• Work order:
Find the word "Лианозово" in the listing, and copy out each line where it turns up.

• Data in this exercise:
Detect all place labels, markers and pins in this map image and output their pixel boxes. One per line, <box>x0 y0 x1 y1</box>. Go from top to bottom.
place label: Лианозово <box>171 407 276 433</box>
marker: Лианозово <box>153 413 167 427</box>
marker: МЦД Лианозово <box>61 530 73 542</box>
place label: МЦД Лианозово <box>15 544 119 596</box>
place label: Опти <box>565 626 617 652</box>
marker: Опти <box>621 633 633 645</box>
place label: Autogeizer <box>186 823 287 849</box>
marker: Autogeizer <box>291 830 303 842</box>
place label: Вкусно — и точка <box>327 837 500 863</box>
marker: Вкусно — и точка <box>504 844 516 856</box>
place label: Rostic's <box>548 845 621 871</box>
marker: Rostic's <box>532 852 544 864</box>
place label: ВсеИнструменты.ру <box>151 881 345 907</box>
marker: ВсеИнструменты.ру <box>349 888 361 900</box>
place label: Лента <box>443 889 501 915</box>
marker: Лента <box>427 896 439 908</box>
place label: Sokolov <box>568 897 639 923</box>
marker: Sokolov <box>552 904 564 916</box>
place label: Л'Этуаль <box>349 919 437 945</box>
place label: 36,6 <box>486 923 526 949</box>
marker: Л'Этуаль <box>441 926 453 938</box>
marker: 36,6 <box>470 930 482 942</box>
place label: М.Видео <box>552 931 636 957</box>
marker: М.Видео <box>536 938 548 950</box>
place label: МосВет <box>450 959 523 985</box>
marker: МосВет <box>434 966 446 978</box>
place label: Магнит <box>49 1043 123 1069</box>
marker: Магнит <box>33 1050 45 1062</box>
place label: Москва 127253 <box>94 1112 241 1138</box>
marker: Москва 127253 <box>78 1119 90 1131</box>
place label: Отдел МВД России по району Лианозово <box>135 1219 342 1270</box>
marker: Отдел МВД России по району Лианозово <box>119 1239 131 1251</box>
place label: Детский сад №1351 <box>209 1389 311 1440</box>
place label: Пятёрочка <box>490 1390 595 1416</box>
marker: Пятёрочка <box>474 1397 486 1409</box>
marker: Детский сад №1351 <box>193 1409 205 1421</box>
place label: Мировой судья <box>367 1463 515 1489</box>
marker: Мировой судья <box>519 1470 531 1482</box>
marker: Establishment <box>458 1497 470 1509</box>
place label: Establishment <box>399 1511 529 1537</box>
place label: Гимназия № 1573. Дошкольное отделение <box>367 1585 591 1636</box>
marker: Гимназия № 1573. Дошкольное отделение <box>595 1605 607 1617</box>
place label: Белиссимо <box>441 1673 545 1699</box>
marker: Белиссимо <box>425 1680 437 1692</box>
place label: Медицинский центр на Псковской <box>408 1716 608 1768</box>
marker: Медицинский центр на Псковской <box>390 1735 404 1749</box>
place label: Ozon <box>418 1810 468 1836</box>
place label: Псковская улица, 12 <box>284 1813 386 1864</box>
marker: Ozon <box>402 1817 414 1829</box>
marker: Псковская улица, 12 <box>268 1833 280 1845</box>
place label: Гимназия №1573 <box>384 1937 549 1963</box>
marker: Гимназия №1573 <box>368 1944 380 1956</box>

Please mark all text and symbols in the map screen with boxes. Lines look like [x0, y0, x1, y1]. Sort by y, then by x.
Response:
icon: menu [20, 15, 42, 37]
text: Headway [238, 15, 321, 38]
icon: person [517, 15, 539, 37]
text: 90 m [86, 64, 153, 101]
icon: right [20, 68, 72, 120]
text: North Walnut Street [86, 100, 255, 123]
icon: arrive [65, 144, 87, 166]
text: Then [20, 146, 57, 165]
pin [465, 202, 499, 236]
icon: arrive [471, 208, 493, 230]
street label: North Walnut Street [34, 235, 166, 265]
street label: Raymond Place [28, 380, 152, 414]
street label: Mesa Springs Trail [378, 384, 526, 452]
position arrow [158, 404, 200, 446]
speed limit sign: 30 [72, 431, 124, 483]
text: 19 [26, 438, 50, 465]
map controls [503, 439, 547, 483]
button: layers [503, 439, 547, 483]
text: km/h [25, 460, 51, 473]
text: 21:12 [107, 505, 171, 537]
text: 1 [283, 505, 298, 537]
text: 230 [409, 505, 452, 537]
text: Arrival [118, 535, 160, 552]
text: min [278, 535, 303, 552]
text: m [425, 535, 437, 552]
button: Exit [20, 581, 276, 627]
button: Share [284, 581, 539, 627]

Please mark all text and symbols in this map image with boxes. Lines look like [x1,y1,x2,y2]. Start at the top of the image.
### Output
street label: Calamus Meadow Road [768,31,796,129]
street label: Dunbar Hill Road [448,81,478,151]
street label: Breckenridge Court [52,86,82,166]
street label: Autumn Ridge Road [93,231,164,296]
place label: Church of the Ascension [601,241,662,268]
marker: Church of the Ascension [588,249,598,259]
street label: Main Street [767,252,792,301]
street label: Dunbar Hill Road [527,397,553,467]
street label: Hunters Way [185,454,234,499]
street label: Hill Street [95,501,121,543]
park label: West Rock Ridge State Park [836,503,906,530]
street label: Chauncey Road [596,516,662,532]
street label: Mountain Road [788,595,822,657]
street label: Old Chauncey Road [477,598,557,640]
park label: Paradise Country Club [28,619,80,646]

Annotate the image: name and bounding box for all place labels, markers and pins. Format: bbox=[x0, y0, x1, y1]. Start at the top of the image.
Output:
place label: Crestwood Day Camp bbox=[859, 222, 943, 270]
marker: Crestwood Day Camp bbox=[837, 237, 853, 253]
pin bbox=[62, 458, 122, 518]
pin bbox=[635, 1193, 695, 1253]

• Solution for this task:
place label: Лианозово <box>171 407 276 433</box>
marker: Лианозово <box>153 413 167 427</box>
marker: МЦД Лианозово <box>61 530 73 542</box>
place label: МЦД Лианозово <box>15 544 119 596</box>
place label: Отдел МВД России по району Лианозово <box>135 1219 342 1270</box>
marker: Отдел МВД России по району Лианозово <box>119 1239 131 1251</box>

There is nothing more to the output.